Viruses are typically rapidly mutating so you should consider them to be a fuzzy statistical ensemble around the "official" sequence, even in one patient. Therefore these viruses can facilely jump over hills in the gradient descent of optimization; but keep in mind optimization is not just a one-factor thing. If you are interested in this the keyword is "viral metagenome"
An E to K mutation converts a surface negative charge to a surface positive charge. So if your antibodies were expecting a negative charge and therefore putting positive charges near that place when they attach to the virus, the polarity on the mutant has now shifted and the antibodies will be repelled from the mutant virus.
The majority of viruses do not mutate rapidly enough to evade immunity. The exceptions are virus with chronic infections because they can mutate much more easily, and some viruses like Influenza that can use antigenic shifts.
It's really not typical. Even in all of the human cold coronaviruses, only one seems to be evolving its spike protein, and it does so quite slowly.

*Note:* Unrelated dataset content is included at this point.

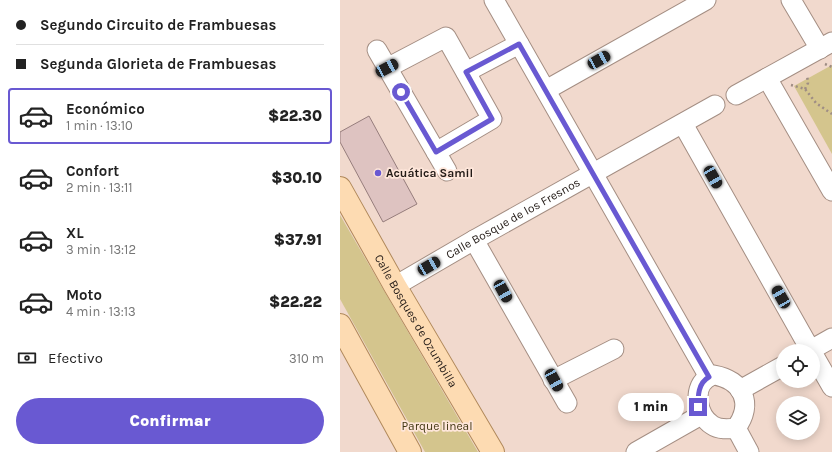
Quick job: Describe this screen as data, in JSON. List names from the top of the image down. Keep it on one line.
{"streets":{"main road":["Calle Bosques de Ozumbilla"],"street":["Calle Bosque de los Fresnos"]},"crossings":[["Calle Bosque de los Fresnos","Calle Bosques de Ozumbilla"]],"parks":["Parque lineal"],"places":["Acuática Samil"],"page":{"banner":["Segundo Circuito de Frambuesas","Segunda Glorieta de Frambuesas"],"list":[{"name":"Económico","note":"1 min · 13:10","value":"$22.30"},{"name":"Confort","note":"2 min · 13:11","value":"$30.10"},{"name":"XL","note":"3 min · 13:12","value":"$37.91"},{"name":"Moto","note":"4 min · 13:13","value":"$22.22"}],"pay":["Efectivo","310 m"],"buttons":"Confirmar","bubble":"1 min"}}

If it was typical, we wouldn't see the amazing efficacy of vaccines against endemic diseases.
> Therefore these viruses can facilely jump over hills in the gradient descent of optimization
It warms to see that the similarities of some aspects of biological life to the current AI/ML terms has entered the lexicon, well at least on HN crowd. The fact that it makes a lot of sense to use those terms hints that we might indeed be on the right track to building AGI and understnding the life itself in general.
Objective cost surfaces have been around way longer than ml. It's been in the genetic algorithm lexicon for a long time, and more true to form, in stuff like actual potential energy diagrams of high dimensional degrees of freedom spaces in enzymology. Also having been a professional biochemist and worked in AI infrastructure, I know the commonalities well and know how to avoid faux-amis.
Note that this process is NOT backpropagation.
"The fact that it makes a lot of sense to use those terms hints that we might indeed be on the right track to building AGI and understnding the life itself in general"
Nope, it's a residual of the fact that AI stole ideas from other fields, and ran with the terminology as marketing. Sometimes even to the point of extreme divergence from the original ("neural" nets).
How is there gradient descent or even a gradient in biological mutations? If anything there could be an analogy to undirected trial & error as in genetic algorithms.
Gradient descent is a subset of survival of the fittest, described by Darwin in 1800-1900, and has been in applied in computer science since the 70's. An AGI will probably use some form of gradient descent during its training, yes, but I wouldn't argue that this has brought us even close to an AGI.
It’s just evolution - we put social distancing and masks in place, so variants that can overcome those emerged and spread.
Think of it like antibiotic resistance - our crappy attempt at lockdown was like not finishing the course. We gave it loads of places to multiply but didn’t finish it off so it just adapted
The mutations don’t arise because of selection pressure against masks and social distancing, that is dangerously wrong. They arise in an individual patient who has a poor immune response who can’t clear the virus for a long time. As their immune response tries to clear the virus it adapts to be more effective over many generations inside that patient. That’s why we have distinct lineages, each of these variants with multiple distinct mutations probably arose in a single person.
what does this mean in plain words? this SA variant has a totally new evasion system?
what exactly are we dealing with here? what causes it to rapidly mutate like this?